What is being asked:
Out of the data below, copy every line with the string "search".

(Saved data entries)
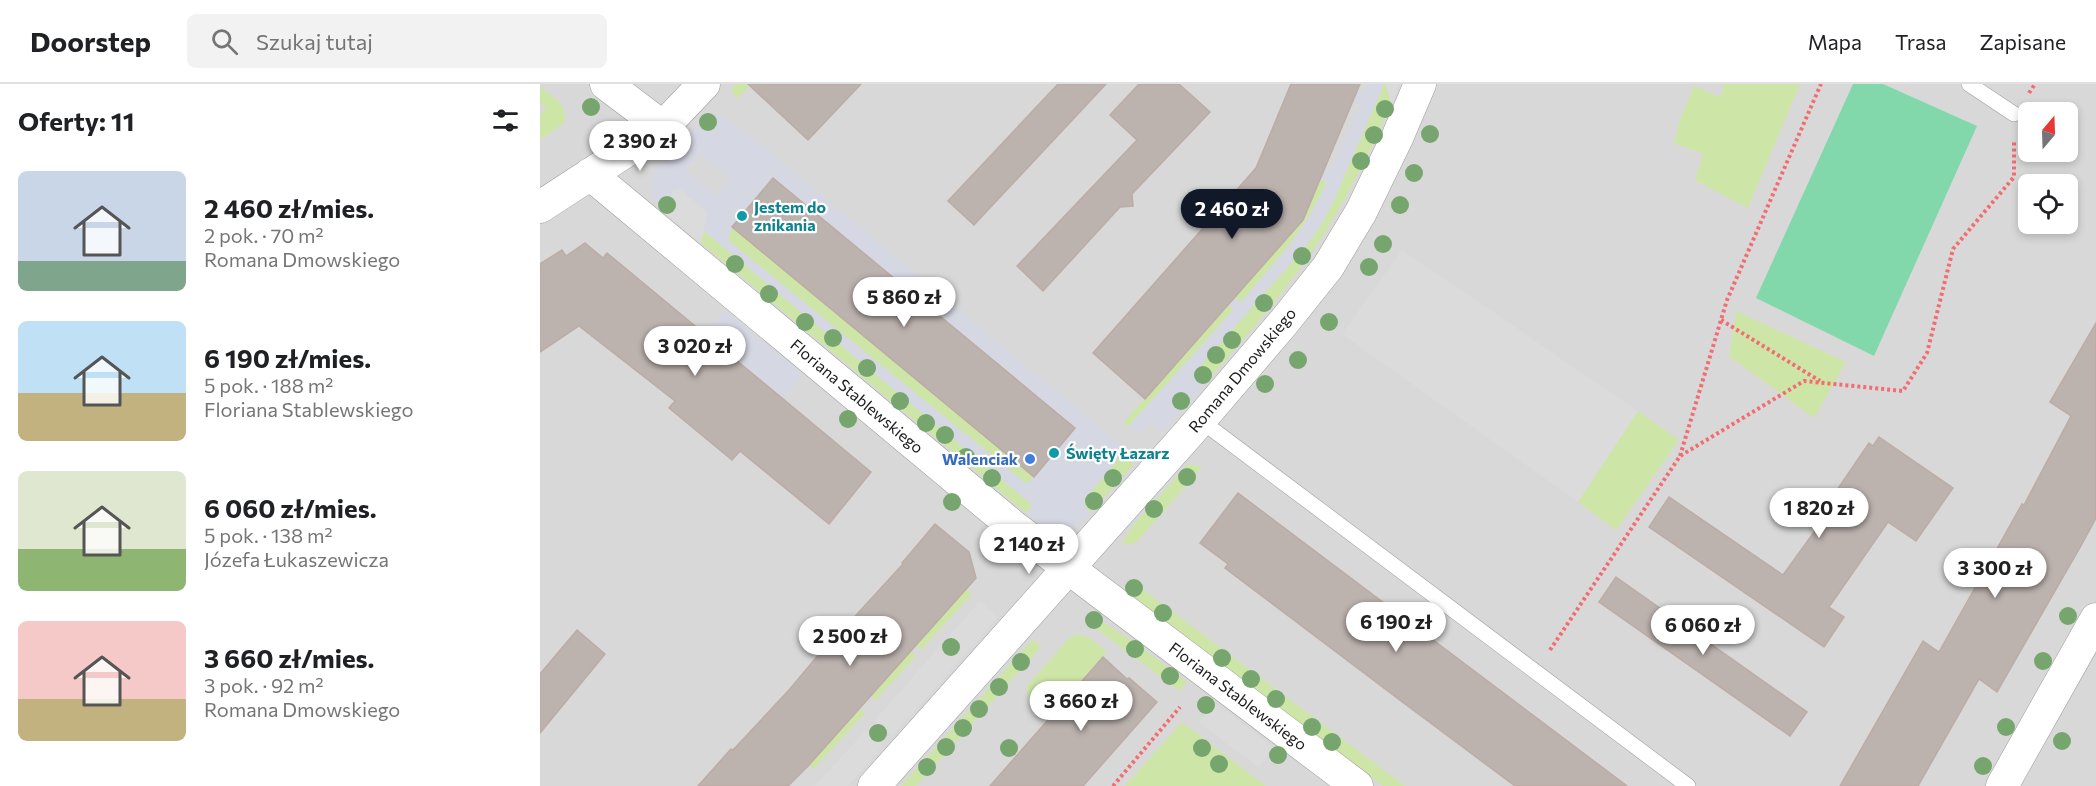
<!DOCTYPE html>
<html lang="pl">
<meta charset="utf-8">
<style>
body{margin:0;font-family:Commissioner,sans-serif;background:#f2f2f2;color:#202124;height:100vh;display:flex;flex-direction:column;font-size:22px;white-space:nowrap}
*{box-sizing:border-box;margin:0}
p{font-size:20px;color:#757577}
.icon{flex:none;width:33px;height:33px;fill:none;stroke:currentColor;stroke-width:2;stroke-linecap:round;stroke-linejoin:round}
.map{position:relative;flex:1;overflow:hidden}
.side{display:flex;flex-direction:column;background:#fff;width:540px}
.side>*{flex:none}
.needle{width:39px;rotate:19deg}
.fabs{position:absolute;left:1478px;top:18px;display:grid;gap:12px}
.fabs a{display:grid;place-items:center;width:60px;height:60px;border-radius:9px;background:#fff;box-shadow:0 3px 9px #0003;font-size:30px}
.price{position:absolute;translate:-50% -51px;padding:0 14px;border-radius:21px;background:#fff;color:#222;font-size:20px;line-height:39px;filter:drop-shadow(0 2px 3px #0008)}
.price::after{content:'';position:absolute;left:50%;top:36px;width:18px;height:14px;margin-left:-9px;background:inherit;clip-path:polygon(0 0,100% 0,50% 100%)}
.price.active{background:#111827;color:#fff}
ul{padding:0;list-style:none}
li{display:flex;align-items:center;gap:18px;height:150px;padding:0 18px}
li span{display:grid;place-items:center;flex:none;width:168px;height:120px;border-radius:9px;color:#555}
li>.icon{margin-inline-start:auto}
span .icon{width:72px;height:72px;fill:#fffc;stroke-width:1}
li b{font-size:26px}
h2{display:flex;justify-content:space-between;align-items:center;height:72px;padding:0 18px;font-size:26px}
header{display:flex;align-items:center;gap:36px;box-sizing:border-box;height:84px;padding:0 30px;background:#fff;border-bottom:2px solid #e0e0e0}
header strong{font-size:28px}
nav{display:flex;gap:33px;margin-inline-start:auto;font-size:21px}
.search{width:420px;height:54px;background:#f2f2f2;display:flex;align-items:center;gap:15px;box-sizing:border-box;padding:0 21px;border-radius:9px;color:#757577;font-size:22px}
main{display:flex;flex:1;min-height:0}
.map>svg:first-child{display:block}
</style>
<header>
<strong>Doorstep</strong>
<div class="search"><svg class="icon" aria-label="search" viewBox="0 0 24 24"><circle cx="10" cy="10" r="6"/><path d="M15 15l6 6"/></svg>Szukaj tutaj</div>
<nav><a>Mapa</a><a>Trasa</a><a>Zapisane</a></nav>
</header>
<main>
<section class="side">
<h2>Oferty: 11<svg class="icon" aria-label="filters" viewBox="0 0 24 24"><path d="M4 7h16M4 17h16"/><circle cx="9" cy="7" r="2"/><circle cx="15" cy="17" r="2"/></svg></h2>
<ul>
<li><span style="background:linear-gradient(#c9d6e8 75%,#7fa58c 0)"><svg class="icon" aria-label="home" viewBox="0 0 24 24"><path d="M3 11l9-7 9 7M6 9v11h12V9"/></svg></span><div><b>2 460 zł/mies.</b><p>2 pok. · 70 m²</p><p>Romana Dmowskiego</p></div></li>
<li><span style="background:linear-gradient(#bfe0f5 60%,#c2b280 0)"><svg class="icon" aria-label="home" viewBox="0 0 24 24"><path d="M3 11l9-7 9 7M6 9v11h12V9"/></svg></span><div><b>6 190 zł/mies.</b><p>5 pok. · 188 m²</p><p>Floriana Stablewskiego</p></div></li>
<li><span style="background:linear-gradient(#dfe7d0 65%,#8fb573 0)"><svg class="icon" aria-label="home" viewBox="0 0 24 24"><path d="M3 11l9-7 9 7M6 9v11h12V9"/></svg></span><div><b>6 060 zł/mies.</b><p>5 pok. · 138 m²</p><p>Józefa Łukaszewicza</p></div></li>
<li><span style="background:linear-gradient(#f6c9c9 65%,#c2b280 0)"><svg class="icon" aria-label="home" viewBox="0 0 24 24"><path d="M3 11l9-7 9 7M6 9v11h12V9"/></svg></span><div><b>3 660 zł/mies.</b><p>3 pok. · 92 m²</p><p>Romana Dmowskiego</p></div></li>
</ul>
</section>
<div class="map">
<svg width="1556" height="702" viewBox="0 0 1556 702">
<rect width="100%" height="100%" fill="#ece7e1"/>
<!-- residential -->
<path fill="#d9d8d8" fill-rule="evenodd" d="M0,0H1556V702H0ZM1488,28H1527V68H1488ZM1488,100H1527V140H1488Z"/>
<!-- grass -->
<path fill="#cee5a8" d="M196,0H211L197,15L191,5Z
M844,0H846L851,20C827,74 801,128 766,176C736,219 702,257 668,296L657,286L763,166L782,140L794,116Z
M1185,0H1260L1208,124L1155,96L1163,70L1134,59L1140,35L1154,2L1180,13Z
M0,3C13,13 30,21 24,39L0,56V31L6,24L0,19Z
M780,95L787,98C764,148 736,177 701,218L694,213L763,136L766,130L763,128Z
M192,143L493,392L487,401L188,156Z
M164,147L493,421L486,429L161,159Z
M687,220L694,226L588,343L583,339Z
M1196,227L1306,278L1274,334L1189,272Z
M1098,327L1139,356L1076,446L1038,418Z
M586,366L593,381L551,428L544,421L545,415Z
M648,380L662,383L596,459L581,461L592,443Z
M593,498L865,702H843L600,519L586,500Z
M426,505L432,510L381,566L376,561Z
M553,532L593,557L647,598L640,607L547,538Z
M538,550L549,553L567,568L509,634L488,616L487,602L529,554Z
M493,555L501,563L376,702H361Z
M370,567L376,572L336,616L330,611Z
M319,623L325,629L274,685L269,681Z
M642,638L726,702H585Z"/>
<!-- pitch -->
<path fill="#82d8ab" d="M1313,0H1343L1437,42L1334,272L1216,214Z"/>
<!-- parking -->
<path fill="#dbdbdb" d="M846,0H860L851,20Z
M133,105H140L168,129L161,159L124,129Z
M862,166L1098,327L1038,418L802,250Z
M440,517L458,533L352,652L334,637Z
M675,619L734,664L719,684L659,638Z
M326,646L343,662L308,702H275Z"/>
<!-- plaza -->
<path fill="#d5d7e2" fill-rule="evenodd" d="M828,0H844L794,116L773,153L657,286L668,296L622,348L611,338L600,350L588,343L693,226L687,220L694,213L701,218L751,160L766,139L787,98L780,95L785,83L792,86L820,21L812,17L817,8L824,11Z
M179,31L197,42L243,79L586,366L545,415L544,422L551,428L541,439L524,449L510,448L486,429L492,421L164,147L168,129L141,105L133,106L124,129L119,124L113,112L111,98L116,84L166,32ZM160,70L190,95L176,112L145,86ZM233,95L535,344L487,400L188,156L192,143Z
M185,226L263,291L242,316L164,249Z"/>
<!-- building -->
<path fill="#bcb2ae" stroke="#bdaca4" stroke-width="1.5" d="M208,0H321L268,56Z
M518,0H566L434,141L408,117Z
M599,0H639L670,28L592,110L593,122L580,123L503,207L477,182L597,56L570,31Z
M751,0H820L763,136L605,315L553,269L716,84Z
M233,94L535,344L494,393L192,143Z
M45,159L63,174L67,169L331,388L289,440L200,367L192,376L129,324L135,317L39,242L0,268V180L22,166L26,172Z
M1556,239V434L1542,460L1457,608L1439,595L1378,702H1300L1383,557L1399,568L1482,420L1484,421L1531,332L1510,318Z
M1339,353L1413,404L1376,457L1348,438L1289,523L1304,533L1284,563L1109,443L1129,413L1243,491L1277,444L1273,441L1329,359L1333,362Z
M698,409L1087,702H975L857,614L685,484L688,480L660,459Z
M395,440L429,468L436,494L269,681L248,702H158L191,665L193,666L249,606L295,551L296,553L363,480L362,479Z
M1076,493L1267,628L1250,652L1059,518Z
M37,546L65,570L0,649V590Z
M563,573L587,595L589,594L617,618L543,702H450Z"/>
<g fill="none" stroke-linecap="round" stroke-linejoin="round">
<defs>
<path id="lane" d="M1429,0L1474,30
M660,336L1148,702"/>
<path id="street" d="M66,0L123,43
M50,90L474,443L817,702
M0,123L123,43L164,0
M334,702L649,349L744,238L788,183L821,128L857,54L880,0
M1462,702L1556,535"/>
</defs>
<!-- lane casing -->
<use href="#lane" stroke="#9c9c9c" stroke-width="16"/>
<!-- street casing -->
<use href="#street" stroke="#9c9c9c" stroke-width="33"/>
<!-- path -->
<path stroke="#f26c71" stroke-width="4" stroke-dasharray="3 3" stroke-linecap="butt" d="M1489,9L1495,0
M1181,236L1280,297
M1140,372L1187,216L1281,0
M1010,566L1140,372L1264,297L1363,307L1387,269L1413,165L1474,93V57
M573,702L640,623"/>
<!-- lane -->
<use href="#lane" stroke="#fff" stroke-width="15"/>
<!-- street -->
<use href="#street" stroke="#fff" stroke-width="32"/>
</g>
<!-- trees -->
<g fill="#76a66e">
<circle cx="51" cy="23" r="9"/>
<circle cx="845" cy="25" r="9"/>
<circle cx="168" cy="38" r="9"/>
<circle cx="890" cy="50" r="9"/>
<circle cx="834" cy="51" r="9"/>
<circle cx="821" cy="77" r="9"/>
<circle cx="874" cy="89" r="9"/>
<circle cx="127" cy="121" r="9"/>
<circle cx="860" cy="121" r="9"/>
<circle cx="843" cy="160" r="9"/>
<circle cx="762" cy="172" r="9"/>
<circle cx="195" cy="180" r="9"/>
<circle cx="829" cy="183" r="9"/>
<circle cx="229" cy="210" r="9"/>
<circle cx="724" cy="219" r="9"/>
<circle cx="265" cy="238" r="9"/>
<circle cx="789" cy="238" r="9"/>
<circle cx="293" cy="254" r="9"/>
<circle cx="692" cy="256" r="9"/>
<circle cx="676" cy="271" r="9"/>
<circle cx="758" cy="276" r="9"/>
<circle cx="327" cy="284" r="9"/>
<circle cx="663" cy="291" r="9"/>
<circle cx="725" cy="300" r="9"/>
<circle cx="360" cy="317" r="9"/>
<circle cx="641" cy="317" r="9"/>
<circle cx="308" cy="335" r="9"/>
<circle cx="386" cy="339" r="9"/>
<circle cx="405" cy="351" r="9"/>
<circle cx="426" cy="373" r="9"/>
<circle cx="647" cy="393" r="9"/>
<circle cx="452" cy="394" r="9"/>
<circle cx="573" cy="394" r="9"/>
<circle cx="554" cy="417" r="9"/>
<circle cx="412" cy="418" r="9"/>
<circle cx="614" cy="425" r="9"/>
<circle cx="594" cy="504" r="9"/>
<circle cx="623" cy="529" r="9"/>
<circle cx="1528" cy="532" r="9"/>
<circle cx="554" cy="536" r="9"/>
<circle cx="411" cy="563" r="9"/>
<circle cx="595" cy="565" r="9"/>
<circle cx="682" cy="574" r="9"/>
<circle cx="1503" cy="577" r="9"/>
<circle cx="481" cy="578" r="9"/>
<circle cx="630" cy="592" r="9"/>
<circle cx="711" cy="595" r="9"/>
<circle cx="459" cy="603" r="9"/>
<circle cx="736" cy="615" r="9"/>
<circle cx="666" cy="621" r="9"/>
<circle cx="439" cy="625" r="9"/>
<circle cx="772" cy="643" r="9"/>
<circle cx="1466" cy="643" r="9"/>
<circle cx="423" cy="644" r="9"/>
<circle cx="338" cy="649" r="9"/>
<circle cx="1522" cy="657" r="9"/>
<circle cx="792" cy="658" r="9"/>
<circle cx="406" cy="663" r="9"/>
<circle cx="469" cy="664" r="9"/>
<circle cx="662" cy="664" r="9"/>
<circle cx="738" cy="671" r="9"/>
<circle cx="679" cy="680" r="9"/>
<circle cx="1443" cy="682" r="9"/>
<circle cx="387" cy="683" r="9"/>
</g>
<!-- markers -->
<g fill="#0f9aa8" stroke="#fff" stroke-width="2">
<circle cx="202" cy="132" r="6"/>
<circle cx="514" cy="369" r="6"/>
</g>
<circle fill="#3f7fe0" stroke="#fff" stroke-width="2" cx="490" cy="375" r="6"/>
<g text-anchor="middle" stroke-width="4.5" stroke-linejoin="round" paint-order="stroke">
<!-- culture labels -->
<g font-size="16" font-weight="bold" fill="#0d838f" stroke="#fff" text-anchor="start">
<text x="214" y="129">Jestem do<tspan x="214" dy="18">znikania</tspan></text>
<text x="526" y="375">Święty Łazarz</text>
</g>
<!-- street labels -->
<g font-size="16" fill="#1b1b1b" stroke="#fff">
<text transform="translate(702 286) rotate(-50)" y="6">Romana Dmowskiego</text>
<text transform="translate(317 312) rotate(40)" y="6">Floriana Stablewskiego</text>
<text transform="translate(698 612) rotate(37)" y="6">Floriana Stablewskiego</text>
</g>
<!-- shop labels -->
<g font-size="16" font-weight="bold" fill="#366cbe" stroke="#fff" text-anchor="end">
<text x="478" y="381">Walenciak</text>
</g>
</g>
</svg>
<div class="fabs">
<a><svg class="needle" viewBox="-14 -14 28 28"><path d="M0-13l5 13h-10z" fill="#e53935"/><path d="M0 13l5-13h-10z" fill="#757577"/></svg></a>
<a><svg class="icon" aria-label="locate" viewBox="0 0 24 24"><circle cx="12" cy="12" r="6"/><path d="M12 2v4M12 18v4M2 12h4M18 12h4"/></svg></a>
</div>
<b class="price" style="left:100px;top:88px">2 390 zł</b>
<b class="price active" style="left:692px;top:156px">2 460 zł</b>
<b class="price" style="left:364px;top:244px">5 860 zł</b>
<b class="price" style="left:155px;top:293px">3 020 zł</b>
<b class="price" style="left:1279px;top:455px">1 820 zł</b>
<b class="price" style="left:489px;top:491px">2 140 zł</b>
<b class="price" style="left:1455px;top:515px">3 300 zł</b>
<b class="price" style="left:856px;top:569px">6 190 zł</b>
<b class="price" style="left:1163px;top:572px">6 060 zł</b>
<b class="price" style="left:310px;top:583px">2 500 zł</b>
<b class="price" style="left:541px;top:648px">3 660 zł</b>
</div>
</main>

Written answer:
.search{width:420px;height:54px;background:#f2f2f2;display:flex;align-items:center;gap:15px;box-sizing:border-box;padding:0 21px;border-radius:9px;color:#757577;font-size:22px}
<div class="search"><svg class="icon" aria-label="search" viewBox="0 0 24 24"><circle cx="10" cy="10" r="6"/><path d="M15 15l6 6"/></svg>Szukaj tutaj</div>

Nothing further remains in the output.